### WHAT TO WORK ON:
Find the string "JSON" in the records. Copy every line it appears in.

[Saved data entries]
┄┄┄┄┄┄┄┄┄┄┄┄┄┄┄┄┄┄┄┄

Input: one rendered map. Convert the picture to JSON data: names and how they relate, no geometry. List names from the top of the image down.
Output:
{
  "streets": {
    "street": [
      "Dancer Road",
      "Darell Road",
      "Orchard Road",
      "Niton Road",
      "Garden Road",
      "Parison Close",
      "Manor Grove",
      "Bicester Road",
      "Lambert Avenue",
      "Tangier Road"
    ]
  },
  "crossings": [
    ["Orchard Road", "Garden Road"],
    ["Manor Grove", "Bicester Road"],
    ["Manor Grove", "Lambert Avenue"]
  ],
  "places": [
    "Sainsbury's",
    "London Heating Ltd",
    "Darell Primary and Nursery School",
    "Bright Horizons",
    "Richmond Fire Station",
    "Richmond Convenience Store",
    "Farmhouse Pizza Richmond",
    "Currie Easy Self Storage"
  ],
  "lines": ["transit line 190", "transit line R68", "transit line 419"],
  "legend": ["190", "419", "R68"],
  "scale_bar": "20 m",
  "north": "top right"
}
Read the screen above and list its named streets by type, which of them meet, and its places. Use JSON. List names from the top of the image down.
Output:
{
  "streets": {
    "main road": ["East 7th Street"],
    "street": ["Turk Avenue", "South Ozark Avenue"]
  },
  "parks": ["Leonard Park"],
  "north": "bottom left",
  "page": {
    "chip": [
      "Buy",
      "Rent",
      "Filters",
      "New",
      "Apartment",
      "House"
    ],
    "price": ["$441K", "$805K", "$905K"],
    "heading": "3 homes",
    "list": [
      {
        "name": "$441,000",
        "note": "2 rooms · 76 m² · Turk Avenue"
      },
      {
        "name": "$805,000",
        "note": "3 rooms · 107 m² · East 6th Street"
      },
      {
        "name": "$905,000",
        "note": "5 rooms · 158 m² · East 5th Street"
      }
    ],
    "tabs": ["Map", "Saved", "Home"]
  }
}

┄┄┄┄┄┄┄┄┄┄┄┄┄┄┄┄┄┄┄┄

### RESPONSE AREA:
Input: one rendered map. Convert the picture to JSON data: names and how they relate, no geometry. List names from the top of the image down.
Read the screen above and list its named streets by type, which of them meet, and its places. Use JSON. List names from the top of the image down.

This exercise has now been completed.